Data items
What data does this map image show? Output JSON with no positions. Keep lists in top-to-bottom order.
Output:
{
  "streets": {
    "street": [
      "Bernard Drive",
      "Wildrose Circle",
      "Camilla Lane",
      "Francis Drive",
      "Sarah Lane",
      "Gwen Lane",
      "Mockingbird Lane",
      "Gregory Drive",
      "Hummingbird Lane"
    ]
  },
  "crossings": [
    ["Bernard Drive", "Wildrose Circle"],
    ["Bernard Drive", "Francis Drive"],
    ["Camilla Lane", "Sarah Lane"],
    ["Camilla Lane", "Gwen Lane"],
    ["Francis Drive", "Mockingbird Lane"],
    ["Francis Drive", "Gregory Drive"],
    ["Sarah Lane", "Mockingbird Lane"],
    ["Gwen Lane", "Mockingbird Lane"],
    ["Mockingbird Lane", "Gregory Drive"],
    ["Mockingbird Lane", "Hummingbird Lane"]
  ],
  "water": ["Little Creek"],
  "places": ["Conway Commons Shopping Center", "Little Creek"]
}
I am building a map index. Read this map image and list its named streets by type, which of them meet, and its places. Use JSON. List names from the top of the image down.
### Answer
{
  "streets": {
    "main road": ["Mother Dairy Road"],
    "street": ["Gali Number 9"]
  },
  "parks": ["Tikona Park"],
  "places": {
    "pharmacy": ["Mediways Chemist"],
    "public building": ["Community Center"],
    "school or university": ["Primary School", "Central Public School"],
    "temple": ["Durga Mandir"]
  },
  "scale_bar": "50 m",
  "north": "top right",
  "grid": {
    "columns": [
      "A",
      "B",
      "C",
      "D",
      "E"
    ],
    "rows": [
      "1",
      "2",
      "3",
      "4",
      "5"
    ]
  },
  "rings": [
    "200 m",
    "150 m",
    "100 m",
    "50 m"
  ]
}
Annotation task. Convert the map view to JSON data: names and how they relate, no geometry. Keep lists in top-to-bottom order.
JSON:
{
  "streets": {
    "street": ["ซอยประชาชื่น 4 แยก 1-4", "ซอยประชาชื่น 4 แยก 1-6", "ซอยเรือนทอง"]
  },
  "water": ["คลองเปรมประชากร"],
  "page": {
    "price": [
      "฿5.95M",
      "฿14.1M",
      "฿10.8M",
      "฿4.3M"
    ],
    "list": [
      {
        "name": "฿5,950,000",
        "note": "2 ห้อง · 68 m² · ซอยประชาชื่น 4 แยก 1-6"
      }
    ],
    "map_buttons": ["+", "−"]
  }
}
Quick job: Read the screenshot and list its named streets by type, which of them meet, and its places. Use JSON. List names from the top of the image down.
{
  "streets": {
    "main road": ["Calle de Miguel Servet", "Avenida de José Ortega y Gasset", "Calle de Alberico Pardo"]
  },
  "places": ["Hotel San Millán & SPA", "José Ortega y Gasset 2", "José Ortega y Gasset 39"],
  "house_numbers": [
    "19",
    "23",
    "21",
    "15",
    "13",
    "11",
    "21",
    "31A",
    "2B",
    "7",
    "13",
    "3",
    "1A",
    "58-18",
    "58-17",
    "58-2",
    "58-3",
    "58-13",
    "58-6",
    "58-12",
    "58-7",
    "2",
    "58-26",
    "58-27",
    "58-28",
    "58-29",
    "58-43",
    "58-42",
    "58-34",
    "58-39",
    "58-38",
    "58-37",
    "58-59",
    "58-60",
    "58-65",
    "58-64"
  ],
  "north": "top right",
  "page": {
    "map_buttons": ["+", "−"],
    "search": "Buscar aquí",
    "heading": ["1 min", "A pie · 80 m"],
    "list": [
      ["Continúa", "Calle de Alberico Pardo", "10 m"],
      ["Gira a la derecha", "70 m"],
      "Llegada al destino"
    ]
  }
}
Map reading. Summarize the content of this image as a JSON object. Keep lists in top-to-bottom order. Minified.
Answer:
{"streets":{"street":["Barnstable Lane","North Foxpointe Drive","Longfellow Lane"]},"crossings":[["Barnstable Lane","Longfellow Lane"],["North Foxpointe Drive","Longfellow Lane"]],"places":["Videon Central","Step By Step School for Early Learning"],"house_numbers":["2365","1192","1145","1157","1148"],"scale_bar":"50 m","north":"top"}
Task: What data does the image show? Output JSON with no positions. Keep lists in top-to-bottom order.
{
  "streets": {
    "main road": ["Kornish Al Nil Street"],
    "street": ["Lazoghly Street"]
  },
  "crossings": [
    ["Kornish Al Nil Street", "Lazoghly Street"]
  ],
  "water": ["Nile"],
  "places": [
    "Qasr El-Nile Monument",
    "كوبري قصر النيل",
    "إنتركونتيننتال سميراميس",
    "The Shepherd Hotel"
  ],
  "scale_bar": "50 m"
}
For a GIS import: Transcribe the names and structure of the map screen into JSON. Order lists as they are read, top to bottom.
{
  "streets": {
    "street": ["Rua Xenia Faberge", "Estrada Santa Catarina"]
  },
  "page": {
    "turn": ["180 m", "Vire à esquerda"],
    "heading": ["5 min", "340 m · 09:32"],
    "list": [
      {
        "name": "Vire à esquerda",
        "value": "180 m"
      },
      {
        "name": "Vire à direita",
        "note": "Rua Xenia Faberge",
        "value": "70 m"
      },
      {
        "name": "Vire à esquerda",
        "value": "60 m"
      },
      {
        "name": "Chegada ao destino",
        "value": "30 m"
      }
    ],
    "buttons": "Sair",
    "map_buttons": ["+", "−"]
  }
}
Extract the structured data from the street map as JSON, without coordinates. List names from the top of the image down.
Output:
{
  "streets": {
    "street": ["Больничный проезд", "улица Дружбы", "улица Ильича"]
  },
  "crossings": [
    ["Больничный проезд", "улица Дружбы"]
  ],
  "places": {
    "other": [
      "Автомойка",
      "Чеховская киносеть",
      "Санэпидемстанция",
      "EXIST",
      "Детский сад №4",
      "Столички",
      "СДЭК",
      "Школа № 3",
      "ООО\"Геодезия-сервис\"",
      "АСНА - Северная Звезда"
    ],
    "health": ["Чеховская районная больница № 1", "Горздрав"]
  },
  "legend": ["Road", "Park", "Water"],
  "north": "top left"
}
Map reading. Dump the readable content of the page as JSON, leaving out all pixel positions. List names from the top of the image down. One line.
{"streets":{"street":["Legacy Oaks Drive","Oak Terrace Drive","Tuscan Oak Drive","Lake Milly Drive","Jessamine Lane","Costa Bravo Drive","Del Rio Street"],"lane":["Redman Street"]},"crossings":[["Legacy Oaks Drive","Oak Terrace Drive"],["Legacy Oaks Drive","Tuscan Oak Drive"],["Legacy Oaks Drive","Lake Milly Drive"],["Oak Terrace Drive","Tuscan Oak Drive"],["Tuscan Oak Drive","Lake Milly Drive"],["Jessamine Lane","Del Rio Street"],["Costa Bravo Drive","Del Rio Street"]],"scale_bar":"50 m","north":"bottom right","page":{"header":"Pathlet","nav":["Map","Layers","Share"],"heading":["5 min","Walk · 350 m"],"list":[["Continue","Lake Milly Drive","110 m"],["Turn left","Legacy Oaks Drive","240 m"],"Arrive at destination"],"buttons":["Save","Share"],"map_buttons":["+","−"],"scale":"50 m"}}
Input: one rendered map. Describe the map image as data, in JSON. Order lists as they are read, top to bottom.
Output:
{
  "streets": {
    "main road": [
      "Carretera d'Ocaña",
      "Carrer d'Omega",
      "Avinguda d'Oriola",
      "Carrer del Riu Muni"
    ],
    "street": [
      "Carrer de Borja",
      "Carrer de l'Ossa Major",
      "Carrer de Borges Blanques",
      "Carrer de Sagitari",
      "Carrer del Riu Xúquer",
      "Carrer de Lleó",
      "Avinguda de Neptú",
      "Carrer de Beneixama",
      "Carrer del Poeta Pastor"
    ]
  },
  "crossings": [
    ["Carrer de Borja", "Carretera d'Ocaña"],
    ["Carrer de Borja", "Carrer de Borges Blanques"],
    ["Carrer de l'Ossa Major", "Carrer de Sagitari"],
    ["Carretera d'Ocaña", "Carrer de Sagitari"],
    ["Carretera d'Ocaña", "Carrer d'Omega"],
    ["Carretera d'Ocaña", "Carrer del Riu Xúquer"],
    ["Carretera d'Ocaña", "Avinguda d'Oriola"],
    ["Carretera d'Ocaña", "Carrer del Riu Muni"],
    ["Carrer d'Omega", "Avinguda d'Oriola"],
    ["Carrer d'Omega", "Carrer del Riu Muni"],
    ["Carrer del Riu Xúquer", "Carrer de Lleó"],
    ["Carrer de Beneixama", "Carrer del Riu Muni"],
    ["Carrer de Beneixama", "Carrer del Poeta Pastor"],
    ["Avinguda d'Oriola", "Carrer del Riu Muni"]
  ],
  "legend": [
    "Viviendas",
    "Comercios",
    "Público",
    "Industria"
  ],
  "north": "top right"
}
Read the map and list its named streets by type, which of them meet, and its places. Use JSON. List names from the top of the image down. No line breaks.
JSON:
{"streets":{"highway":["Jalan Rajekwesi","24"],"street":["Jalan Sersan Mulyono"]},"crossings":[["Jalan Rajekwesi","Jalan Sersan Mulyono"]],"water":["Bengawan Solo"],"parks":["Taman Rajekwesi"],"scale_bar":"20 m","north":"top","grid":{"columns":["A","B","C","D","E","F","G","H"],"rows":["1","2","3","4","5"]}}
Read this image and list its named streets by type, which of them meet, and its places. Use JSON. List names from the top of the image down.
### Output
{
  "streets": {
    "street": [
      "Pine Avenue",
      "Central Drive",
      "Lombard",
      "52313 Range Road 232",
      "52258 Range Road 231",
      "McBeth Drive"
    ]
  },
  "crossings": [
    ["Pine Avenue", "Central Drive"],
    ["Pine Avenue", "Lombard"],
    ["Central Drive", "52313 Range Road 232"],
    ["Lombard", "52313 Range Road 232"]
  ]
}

_WHAT IS EXPECTED_
Find, please, how many lines in the data include the word "this", and put down that number only.

_SOLVED EXERCISE_
4